Provided information:

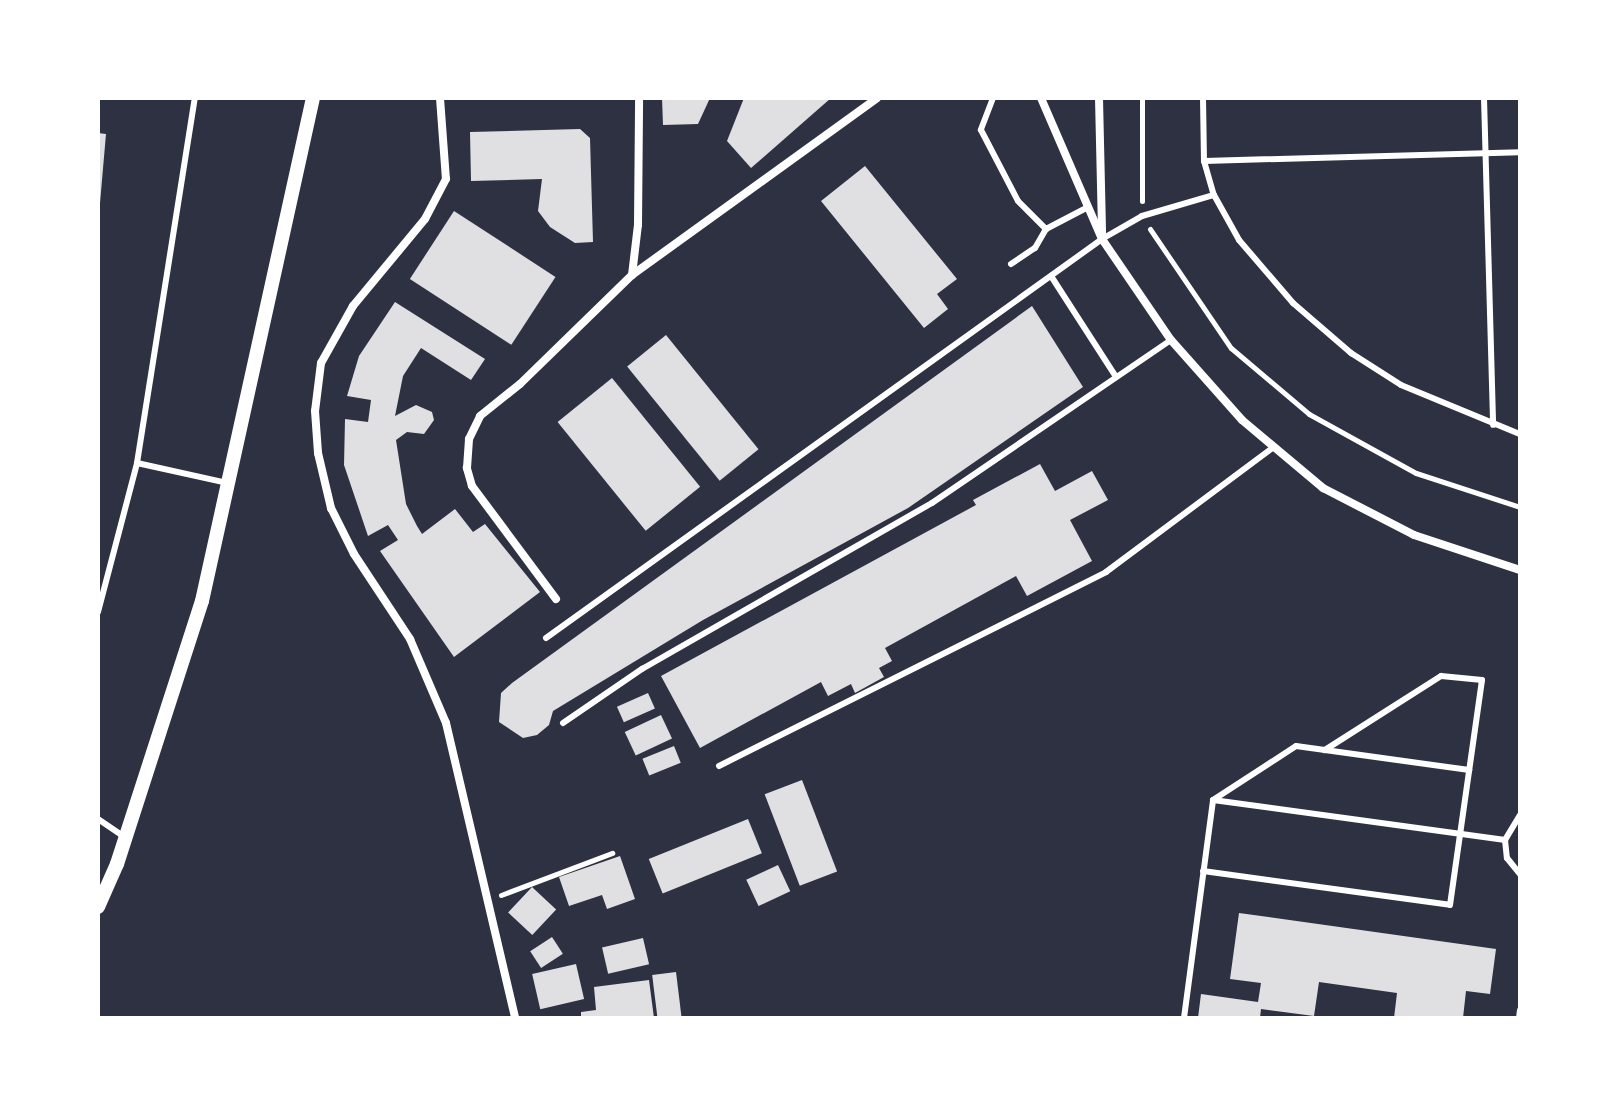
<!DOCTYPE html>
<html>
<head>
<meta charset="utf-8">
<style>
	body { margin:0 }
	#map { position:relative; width:1618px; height:1116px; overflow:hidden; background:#2d3142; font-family:Barlow,sans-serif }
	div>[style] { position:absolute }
	.building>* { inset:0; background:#e0e0e3; transform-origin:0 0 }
	.path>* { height:5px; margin:-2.5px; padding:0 2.5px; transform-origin:2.5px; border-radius:2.5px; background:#fff }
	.service>* { height:6px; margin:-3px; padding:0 3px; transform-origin:3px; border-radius:3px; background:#fff }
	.minor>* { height:8px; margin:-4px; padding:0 4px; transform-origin:4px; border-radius:4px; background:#fff }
	.tertiary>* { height:14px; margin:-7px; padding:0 7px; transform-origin:7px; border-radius:7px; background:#fff }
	span { translate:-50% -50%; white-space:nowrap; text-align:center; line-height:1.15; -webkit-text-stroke:8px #fff; paint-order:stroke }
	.frame { position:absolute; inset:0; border:100px solid #fff; pointer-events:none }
</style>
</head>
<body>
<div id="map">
	<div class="building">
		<div style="clip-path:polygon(662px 98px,710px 98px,698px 124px,663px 125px)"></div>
		<div style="clip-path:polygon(744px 98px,831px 98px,751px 168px,727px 141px)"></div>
		<div style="clip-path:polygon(580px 129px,590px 138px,593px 242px,575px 243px,550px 227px,538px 211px,542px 179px,471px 181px,470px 132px)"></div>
		<div style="clip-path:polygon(98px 133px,106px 134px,100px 203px,98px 203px)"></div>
		<div style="clip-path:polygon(865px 166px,957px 279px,937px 294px,948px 309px,924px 328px,821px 201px)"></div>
		<div style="left:454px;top:211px;width:121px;height:81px;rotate:33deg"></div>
		<div style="clip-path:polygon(395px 302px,485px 359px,471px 380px,421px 348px,403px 376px,395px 416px,416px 405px,432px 412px,434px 420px,424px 434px,407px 432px,396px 440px,406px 504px,417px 526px,422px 534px,455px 509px,473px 532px,485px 524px,540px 592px,454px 657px,380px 551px,398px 540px,388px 525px,368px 536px,344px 465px,345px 419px,368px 422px,371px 400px,347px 396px,359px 356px)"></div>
		<div style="clip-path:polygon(1032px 306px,1083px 387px,908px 508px,703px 620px,553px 711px,549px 725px,537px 735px,523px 738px,499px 722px,501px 693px,512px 683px)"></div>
		<div style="left:666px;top:335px;width:147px;height:50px;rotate:51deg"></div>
		<div style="left:612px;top:378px;width:140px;height:70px;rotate:51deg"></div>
		<div style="clip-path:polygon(1040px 464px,1055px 491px,1092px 471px,1108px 500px,1070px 520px,1092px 561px,1027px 596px,1016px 576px,885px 648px,892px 661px,879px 668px,884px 677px,855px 693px,851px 684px,828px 696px,821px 682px,700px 748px,661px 676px,976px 505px,973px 500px)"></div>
		<div style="left:648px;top:693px;width:17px;height:34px;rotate:66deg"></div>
		<div style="left:661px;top:715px;width:26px;height:40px;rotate:65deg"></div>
		<div style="left:674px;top:746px;width:18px;height:34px;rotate:68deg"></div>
		<div style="left:802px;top:780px;width:98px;height:40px;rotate:69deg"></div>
		<div style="left:748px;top:819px;width:37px;height:107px;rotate:68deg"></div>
		<div style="clip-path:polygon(620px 856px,635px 899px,607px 909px,602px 895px,569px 906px,559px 877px)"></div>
		<div style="left:778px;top:865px;width:29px;height:35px;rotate:65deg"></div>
		<div style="left:532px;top:887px;width:33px;height:35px;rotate:43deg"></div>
		<div style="clip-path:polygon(1239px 913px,1496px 949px,1490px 994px,1466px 991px,1463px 1018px,1394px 1018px,1397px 993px,1319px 982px,1314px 1016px,1261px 1009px,1260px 1018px,1198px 1018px,1201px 994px,1258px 1002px,1261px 983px,1230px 979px)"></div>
		<div style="left:552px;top:937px;width:20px;height:26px;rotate:57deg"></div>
		<div style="left:643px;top:938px;width:27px;height:42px;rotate:77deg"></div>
		<div style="left:576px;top:964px;width:36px;height:45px;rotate:77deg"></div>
		<div style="left:676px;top:972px;width:46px;height:24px;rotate:83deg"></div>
		<div style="clip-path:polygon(649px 980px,654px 1018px,581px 1018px,581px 1012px,596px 1010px,594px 987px)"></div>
	</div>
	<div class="path">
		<div style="left:1142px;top:201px;width:103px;rotate:-90deg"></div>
		<div style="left:1150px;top:229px;width:144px;rotate:55.8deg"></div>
		<div style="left:1231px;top:348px;width:102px;rotate:40.2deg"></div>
		<div style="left:1309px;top:414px;width:122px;rotate:28.9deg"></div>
		<div style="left:1416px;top:473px;width:109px;rotate:18.1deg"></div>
		<div style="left:501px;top:895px;width:119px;rotate:-20.7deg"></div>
	</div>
	<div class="service">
		<div style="left:993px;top:98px;width:34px;rotate:111deg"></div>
		<div style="left:981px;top:130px;width:80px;rotate:62.5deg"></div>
		<div style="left:1018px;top:201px;width:40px;rotate:45deg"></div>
		<div style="left:1046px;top:229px;width:47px;rotate:-27.6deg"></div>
		<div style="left:1203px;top:98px;width:63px;rotate:89.1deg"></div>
		<div style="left:1204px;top:161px;width:35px;rotate:74deg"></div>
		<div style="left:1214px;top:195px;width:51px;rotate:60.9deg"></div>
		<div style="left:1239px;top:240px;width:83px;rotate:49.4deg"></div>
		<div style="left:1293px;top:303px;width:77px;rotate:40.8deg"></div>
		<div style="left:1351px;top:353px;width:59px;rotate:32.6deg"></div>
		<div style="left:1401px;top:385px;width:129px;rotate:22.4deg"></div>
		<div style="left:1484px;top:98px;width:327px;rotate:88.4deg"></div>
		<div style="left:1204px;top:161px;width:316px;rotate:-1.6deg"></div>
		<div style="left:1011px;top:264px;width:29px;rotate:-34deg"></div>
		<div style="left:1035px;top:248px;width:22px;rotate:-60deg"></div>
		<div style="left:1051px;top:276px;width:120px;rotate:57.2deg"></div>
		<div style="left:137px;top:463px;width:92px;rotate:12.5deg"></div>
		<div style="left:98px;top:612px;width:154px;rotate:-75.3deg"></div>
		<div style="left:137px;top:463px;width:370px;rotate:-81deg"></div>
		<div style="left:546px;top:638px;width:684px;rotate:-35.66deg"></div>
		<div style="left:1102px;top:239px;width:46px;rotate:-29.9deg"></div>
		<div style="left:1142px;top:216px;width:75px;rotate:-16.3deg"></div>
		<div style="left:563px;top:723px;width:96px;rotate:-34.4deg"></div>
		<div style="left:642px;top:669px;width:334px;rotate:-29.8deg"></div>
		<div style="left:932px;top:503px;width:289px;rotate:-34.3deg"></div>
		<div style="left:719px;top:766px;width:433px;rotate:-26.6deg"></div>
		<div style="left:1106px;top:572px;width:209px;rotate:-36.7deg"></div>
		<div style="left:1213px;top:800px;width:295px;rotate:7.8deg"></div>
		<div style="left:1520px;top:815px;width:29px;rotate:121deg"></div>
		<div style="left:1505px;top:840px;width:18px;rotate:84deg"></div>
		<div style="left:1507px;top:858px;width:21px;rotate:51deg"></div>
		<div style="left:98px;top:819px;width:32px;rotate:34deg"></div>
		<div style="left:1203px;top:871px;width:249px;rotate:7.8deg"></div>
		<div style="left:1450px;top:905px;width:227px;rotate:-81.9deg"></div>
		<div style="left:1482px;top:680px;width:41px;rotate:-174.4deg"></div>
		<div style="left:1441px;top:676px;width:138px;rotate:147.5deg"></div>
		<div style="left:1184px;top:1018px;width:220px;rotate:-82.4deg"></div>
		<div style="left:1213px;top:800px;width:99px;rotate:-33deg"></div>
		<div style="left:1296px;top:746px;width:175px;rotate:7.9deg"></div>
		<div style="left:1519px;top:1018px;width:8px;rotate:-83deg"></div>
	</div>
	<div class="minor">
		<div style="left:440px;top:98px;width:81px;rotate:85.8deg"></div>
		<div style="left:446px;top:179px;width:45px;rotate:117.7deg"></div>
		<div style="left:425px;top:219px;width:113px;rotate:129.6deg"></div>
		<div style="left:353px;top:306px;width:65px;rotate:119.3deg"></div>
		<div style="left:321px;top:363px;width:48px;rotate:97.1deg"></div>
		<div style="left:315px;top:411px;width:42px;rotate:85.9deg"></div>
		<div style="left:318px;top:453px;width:57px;rotate:76.7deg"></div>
		<div style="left:331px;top:508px;width:51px;rotate:63.4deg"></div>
		<div style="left:354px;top:554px;width:102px;rotate:56.6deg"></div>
		<div style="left:410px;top:639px;width:91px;rotate:66.8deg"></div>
		<div style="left:446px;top:723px;width:303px;rotate:76.8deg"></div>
		<div style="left:1041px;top:98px;width:154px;rotate:66.6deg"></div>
		<div style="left:1102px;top:239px;width:122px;rotate:55.7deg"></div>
		<div style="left:1171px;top:340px;width:107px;rotate:48.4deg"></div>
		<div style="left:1242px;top:420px;width:106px;rotate:40deg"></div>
		<div style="left:1323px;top:488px;width:102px;rotate:27.3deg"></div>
		<div style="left:1414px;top:535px;width:112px;rotate:18.3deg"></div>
		<div style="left:1099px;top:98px;width:136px;rotate:88.7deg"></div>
		<div style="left:632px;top:275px;width:50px;rotate:-83.2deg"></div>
		<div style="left:638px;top:225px;width:127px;rotate:-89.5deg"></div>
		<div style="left:556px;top:599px;width:141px;rotate:-126.6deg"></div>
		<div style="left:472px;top:486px;width:19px;rotate:-106deg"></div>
		<div style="left:467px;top:468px;width:29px;rotate:-86deg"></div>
		<div style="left:469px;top:439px;width:25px;rotate:-64deg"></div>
		<div style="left:480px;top:416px;width:51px;rotate:-38.7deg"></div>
		<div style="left:520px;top:384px;width:156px;rotate:-44.2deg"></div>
		<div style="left:632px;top:275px;width:302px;rotate:-35.8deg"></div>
	</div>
	<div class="tertiary">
		<div style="left:98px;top:907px;width:47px;rotate:-66.2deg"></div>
		<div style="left:117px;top:864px;width:276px;rotate:-72.1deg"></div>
		<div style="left:202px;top:601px;width:515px;rotate:-77.56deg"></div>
	</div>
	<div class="frame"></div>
</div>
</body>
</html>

About this task:
Retype exactly, and only, the lines above from the one where "position:relative; width:1618px; height:1116px;" occurs up to and including the one where "height:6px; margin:-3px; padding:0" occurs.

Task answer:
	#map { position:relative; width:1618px; height:1116px; overflow:hidden; background:#2d3142; font-family:Barlow,sans-serif }
	div>[style] { position:absolute }
	.building>* { inset:0; background:#e0e0e3; transform-origin:0 0 }
	.path>* { height:5px; margin:-2.5px; padding:0 2.5px; transform-origin:2.5px; border-radius:2.5px; background:#fff }
	.service>* { height:6px; margin:-3px; padding:0 3px; transform-origin:3px; border-radius:3px; background:#fff }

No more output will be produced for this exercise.